]> git.ipfire.org Git - thirdparty/systemd.git/commitdiff
core/exec-invoke: log write() allow-list widening
authorChris Mason <clm@meta.com>
Fri, 22 May 2026 16:15:50 +0000 (09:15 -0700)
committerLennart Poettering <lennart@amutable.com>
Fri, 22 May 2026 20:19:35 +0000 (22:19 +0200)
apply_syscall_filter() unconditionally inserts the write() syscall
into c->syscall_filter when exec_fd or handoff_timestamp_fd is in
use, so the parent can receive the exec status / handoff timestamp
from the child. When the unit configured a positive
SystemCallFilter= allow-list that deliberately omits write(), the
resulting widening of the operator's policy happens silently with
no trace in the journal.

Emit a log_debug() before the seccomp_filter_set_add_by_name() call
when syscall_allow_list is true, so the widening is at least
observable to operators inspecting the unit's debug log.
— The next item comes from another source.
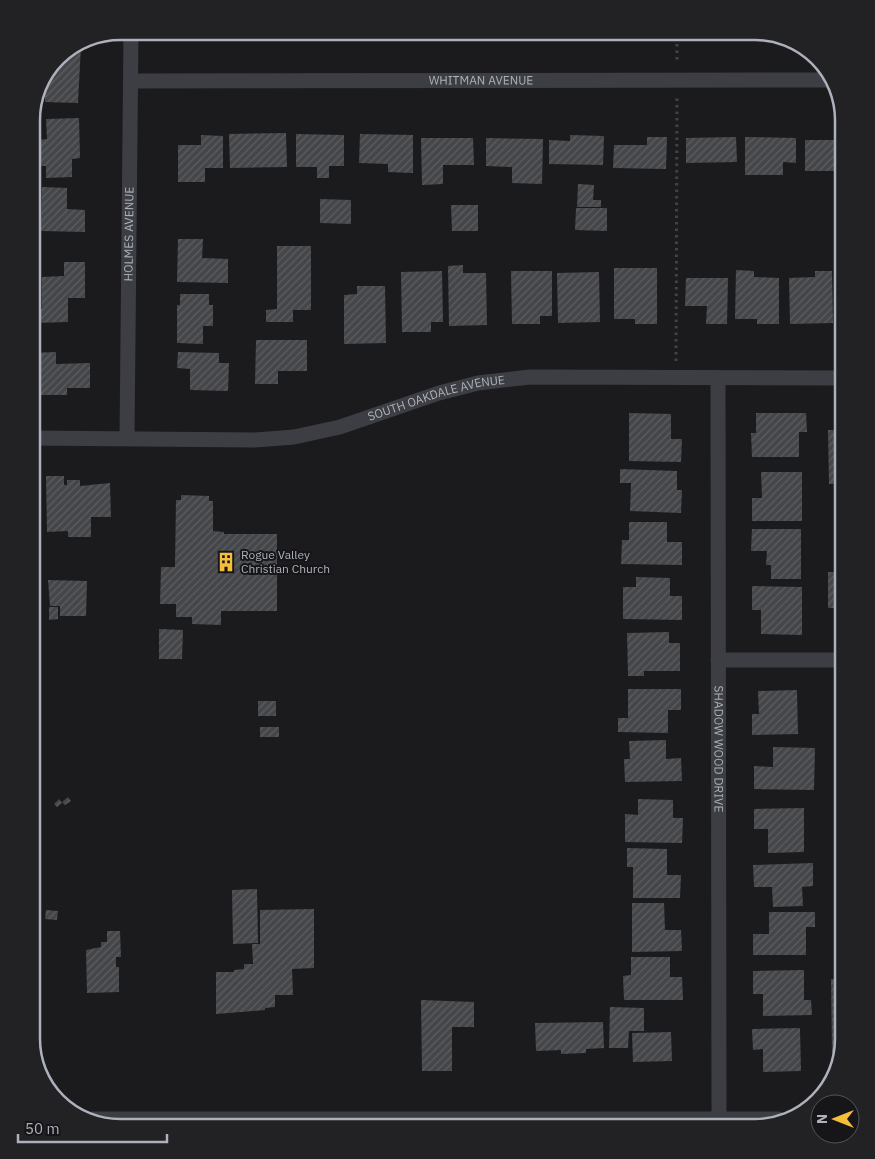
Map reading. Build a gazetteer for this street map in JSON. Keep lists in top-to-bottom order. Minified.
{"streets":{"street":["WHITMAN AVENUE","HOLMES AVENUE","SOUTH OAKDALE AVENUE","SHADOW WOOD DRIVE"]},"crossings":[["WHITMAN AVENUE","HOLMES AVENUE"],["HOLMES AVENUE","SOUTH OAKDALE AVENUE"],["SOUTH OAKDALE AVENUE","SHADOW WOOD DRIVE"]],"places":{"building":["Rogue Valley Christian Church"]},"scale_bar":"50 m","north":"left"}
While here, document that mutating c->syscall_filter through a
'const ExecContext *c' is intentional: apply_syscall_filter() runs
only in the post-fork child, which owns a private copy of the
address space, so the hashmap change is never observed by the
manager.

No functional change for the allow-list itself; write() is still
added exactly as before.

Fixes: 84b79215ccc5 ("core: do not filter out write() if required in the very late stage")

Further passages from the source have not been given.